> Collected data entries
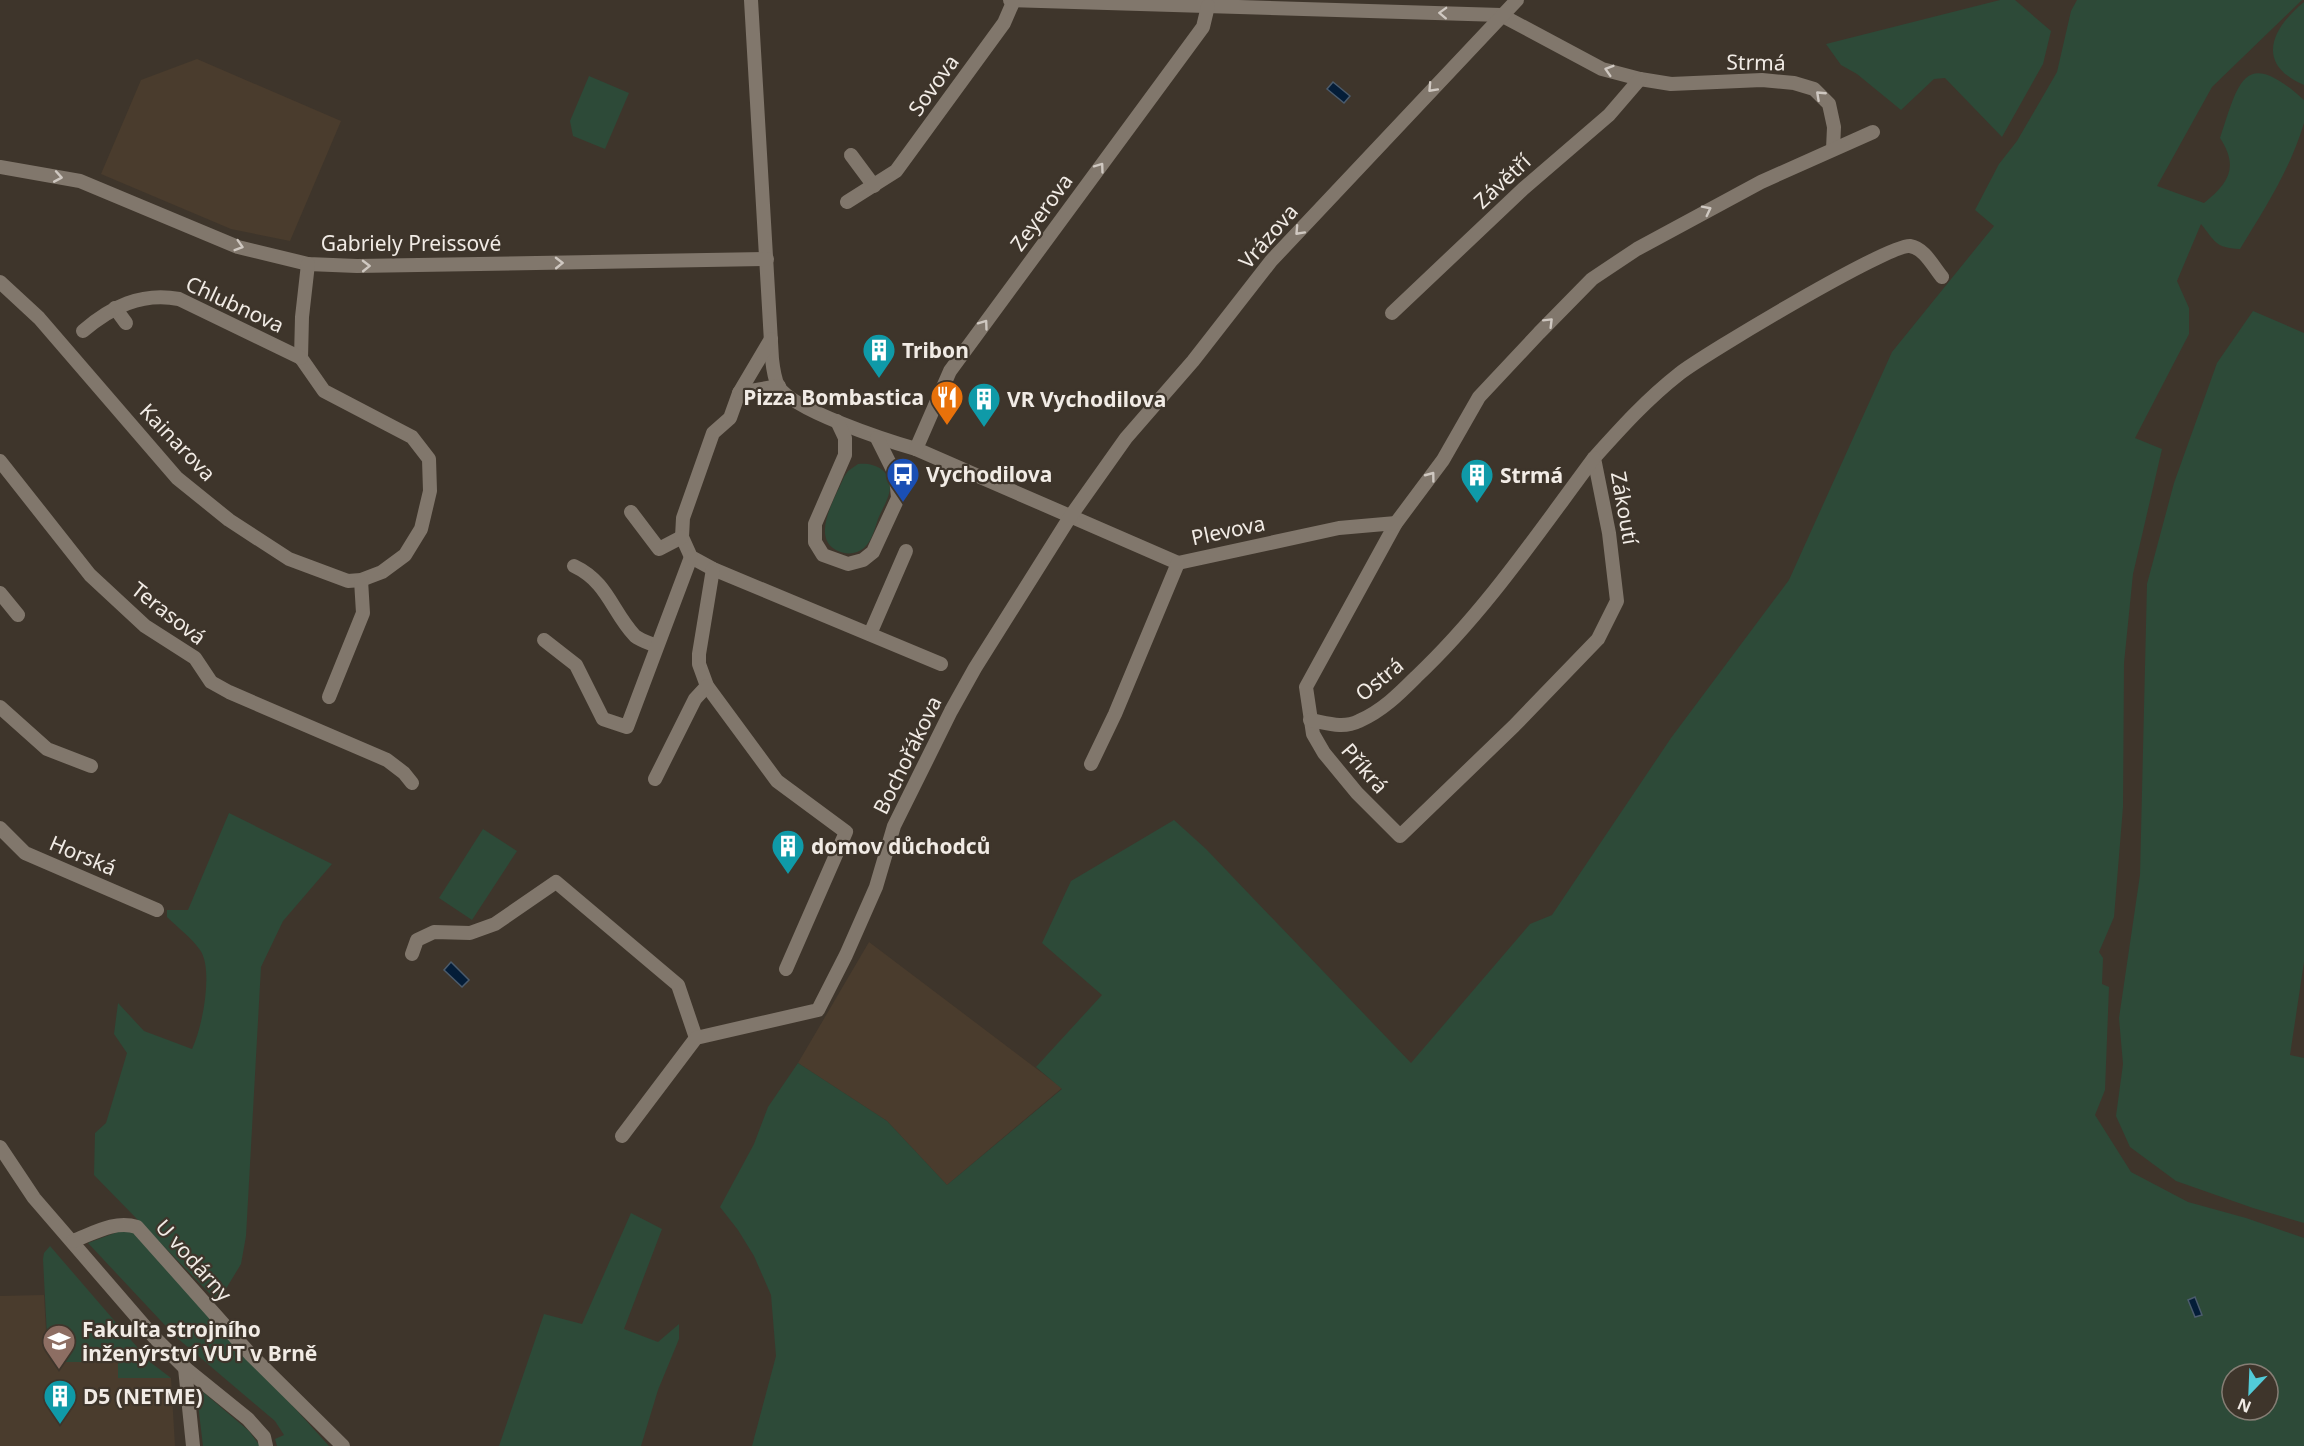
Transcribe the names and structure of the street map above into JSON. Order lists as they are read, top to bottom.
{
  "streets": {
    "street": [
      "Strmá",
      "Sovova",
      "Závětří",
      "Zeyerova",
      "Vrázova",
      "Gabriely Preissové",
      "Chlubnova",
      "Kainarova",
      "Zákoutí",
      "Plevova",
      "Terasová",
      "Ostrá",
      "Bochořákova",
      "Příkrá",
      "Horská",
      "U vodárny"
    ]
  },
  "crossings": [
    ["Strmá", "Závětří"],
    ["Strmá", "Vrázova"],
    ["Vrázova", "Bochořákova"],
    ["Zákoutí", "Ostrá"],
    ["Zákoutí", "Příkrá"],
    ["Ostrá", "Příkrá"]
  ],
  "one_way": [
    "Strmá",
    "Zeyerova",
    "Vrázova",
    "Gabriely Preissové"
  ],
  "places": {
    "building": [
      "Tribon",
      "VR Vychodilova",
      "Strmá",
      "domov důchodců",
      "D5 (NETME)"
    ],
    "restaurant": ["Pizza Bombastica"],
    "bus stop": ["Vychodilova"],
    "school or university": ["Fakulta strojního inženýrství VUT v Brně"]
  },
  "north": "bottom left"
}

> Your assignment
A verbatim copy of the records is needed, with all images omitted.

> Answer to this problem
Transcribe the names and structure of the street map above into JSON. Order lists as they are read, top to bottom.
{
  "streets": {
    "street": [
      "Strmá",
      "Sovova",
      "Závětří",
      "Zeyerova",
      "Vrázova",
      "Gabriely Preissové",
      "Chlubnova",
      "Kainarova",
      "Zákoutí",
      "Plevova",
      "Terasová",
      "Ostrá",
      "Bochořákova",
      "Příkrá",
      "Horská",
      "U vodárny"
    ]
  },
  "crossings": [
    ["Strmá", "Závětří"],
    ["Strmá", "Vrázova"],
    ["Vrázova", "Bochořákova"],
    ["Zákoutí", "Ostrá"],
    ["Zákoutí", "Příkrá"],
    ["Ostrá", "Příkrá"]
  ],
  "one_way": [
    "Strmá",
    "Zeyerova",
    "Vrázova",
    "Gabriely Preissové"
  ],
  "places": {
    "building": [
      "Tribon",
      "VR Vychodilova",
      "Strmá",
      "domov důchodců",
      "D5 (NETME)"
    ],
    "restaurant": ["Pizza Bombastica"],
    "bus stop": ["Vychodilova"],
    "school or university": ["Fakulta strojního inženýrství VUT v Brně"]
  },
  "north": "bottom left"
}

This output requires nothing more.